Input data:

--------------------------------------------------

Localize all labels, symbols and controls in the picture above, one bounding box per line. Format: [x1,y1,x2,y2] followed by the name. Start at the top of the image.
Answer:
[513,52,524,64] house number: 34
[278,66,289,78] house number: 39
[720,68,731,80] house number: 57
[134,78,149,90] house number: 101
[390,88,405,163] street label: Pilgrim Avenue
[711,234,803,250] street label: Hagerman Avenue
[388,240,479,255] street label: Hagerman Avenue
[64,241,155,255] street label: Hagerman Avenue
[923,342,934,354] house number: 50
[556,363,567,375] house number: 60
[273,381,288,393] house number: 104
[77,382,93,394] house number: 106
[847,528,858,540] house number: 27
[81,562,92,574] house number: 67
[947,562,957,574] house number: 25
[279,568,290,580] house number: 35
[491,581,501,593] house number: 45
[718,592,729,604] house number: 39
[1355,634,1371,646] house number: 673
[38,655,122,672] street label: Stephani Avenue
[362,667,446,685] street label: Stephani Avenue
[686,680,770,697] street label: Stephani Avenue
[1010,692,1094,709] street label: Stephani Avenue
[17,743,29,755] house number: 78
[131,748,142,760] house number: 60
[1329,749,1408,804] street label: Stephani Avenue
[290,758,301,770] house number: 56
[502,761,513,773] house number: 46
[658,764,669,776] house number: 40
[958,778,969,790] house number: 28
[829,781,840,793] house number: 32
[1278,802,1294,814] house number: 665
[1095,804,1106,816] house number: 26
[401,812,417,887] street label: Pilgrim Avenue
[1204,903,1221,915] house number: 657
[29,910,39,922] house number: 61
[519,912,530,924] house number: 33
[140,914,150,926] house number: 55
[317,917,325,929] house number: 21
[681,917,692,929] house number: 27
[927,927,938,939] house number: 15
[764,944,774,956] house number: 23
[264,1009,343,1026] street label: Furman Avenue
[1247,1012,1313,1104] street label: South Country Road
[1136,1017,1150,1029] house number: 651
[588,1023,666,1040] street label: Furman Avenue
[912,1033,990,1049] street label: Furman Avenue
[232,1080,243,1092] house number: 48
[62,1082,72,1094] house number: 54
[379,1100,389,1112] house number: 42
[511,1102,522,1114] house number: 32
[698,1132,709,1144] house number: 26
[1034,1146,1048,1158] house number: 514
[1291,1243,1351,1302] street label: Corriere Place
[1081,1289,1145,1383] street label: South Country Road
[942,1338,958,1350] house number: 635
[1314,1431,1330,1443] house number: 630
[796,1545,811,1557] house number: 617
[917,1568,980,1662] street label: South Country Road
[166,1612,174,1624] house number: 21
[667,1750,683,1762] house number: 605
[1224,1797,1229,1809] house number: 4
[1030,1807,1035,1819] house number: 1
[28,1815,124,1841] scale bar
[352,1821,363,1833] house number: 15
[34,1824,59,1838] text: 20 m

--------------------------------------------------

Exercise:
Copy the data once more. Leave nothing out.

Solution for this problem:
Localize all labels, symbols and controls in the picture above, one bounding box per line. Format: [x1,y1,x2,y2] followed by the name. Start at the top of the image.
Answer:
[513,52,524,64] house number: 34
[278,66,289,78] house number: 39
[720,68,731,80] house number: 57
[134,78,149,90] house number: 101
[390,88,405,163] street label: Pilgrim Avenue
[711,234,803,250] street label: Hagerman Avenue
[388,240,479,255] street label: Hagerman Avenue
[64,241,155,255] street label: Hagerman Avenue
[923,342,934,354] house number: 50
[556,363,567,375] house number: 60
[273,381,288,393] house number: 104
[77,382,93,394] house number: 106
[847,528,858,540] house number: 27
[81,562,92,574] house number: 67
[947,562,957,574] house number: 25
[279,568,290,580] house number: 35
[491,581,501,593] house number: 45
[718,592,729,604] house number: 39
[1355,634,1371,646] house number: 673
[38,655,122,672] street label: Stephani Avenue
[362,667,446,685] street label: Stephani Avenue
[686,680,770,697] street label: Stephani Avenue
[1010,692,1094,709] street label: Stephani Avenue
[17,743,29,755] house number: 78
[131,748,142,760] house number: 60
[1329,749,1408,804] street label: Stephani Avenue
[290,758,301,770] house number: 56
[502,761,513,773] house number: 46
[658,764,669,776] house number: 40
[958,778,969,790] house number: 28
[829,781,840,793] house number: 32
[1278,802,1294,814] house number: 665
[1095,804,1106,816] house number: 26
[401,812,417,887] street label: Pilgrim Avenue
[1204,903,1221,915] house number: 657
[29,910,39,922] house number: 61
[519,912,530,924] house number: 33
[140,914,150,926] house number: 55
[317,917,325,929] house number: 21
[681,917,692,929] house number: 27
[927,927,938,939] house number: 15
[764,944,774,956] house number: 23
[264,1009,343,1026] street label: Furman Avenue
[1247,1012,1313,1104] street label: South Country Road
[1136,1017,1150,1029] house number: 651
[588,1023,666,1040] street label: Furman Avenue
[912,1033,990,1049] street label: Furman Avenue
[232,1080,243,1092] house number: 48
[62,1082,72,1094] house number: 54
[379,1100,389,1112] house number: 42
[511,1102,522,1114] house number: 32
[698,1132,709,1144] house number: 26
[1034,1146,1048,1158] house number: 514
[1291,1243,1351,1302] street label: Corriere Place
[1081,1289,1145,1383] street label: South Country Road
[942,1338,958,1350] house number: 635
[1314,1431,1330,1443] house number: 630
[796,1545,811,1557] house number: 617
[917,1568,980,1662] street label: South Country Road
[166,1612,174,1624] house number: 21
[667,1750,683,1762] house number: 605
[1224,1797,1229,1809] house number: 4
[1030,1807,1035,1819] house number: 1
[28,1815,124,1841] scale bar
[352,1821,363,1833] house number: 15
[34,1824,59,1838] text: 20 m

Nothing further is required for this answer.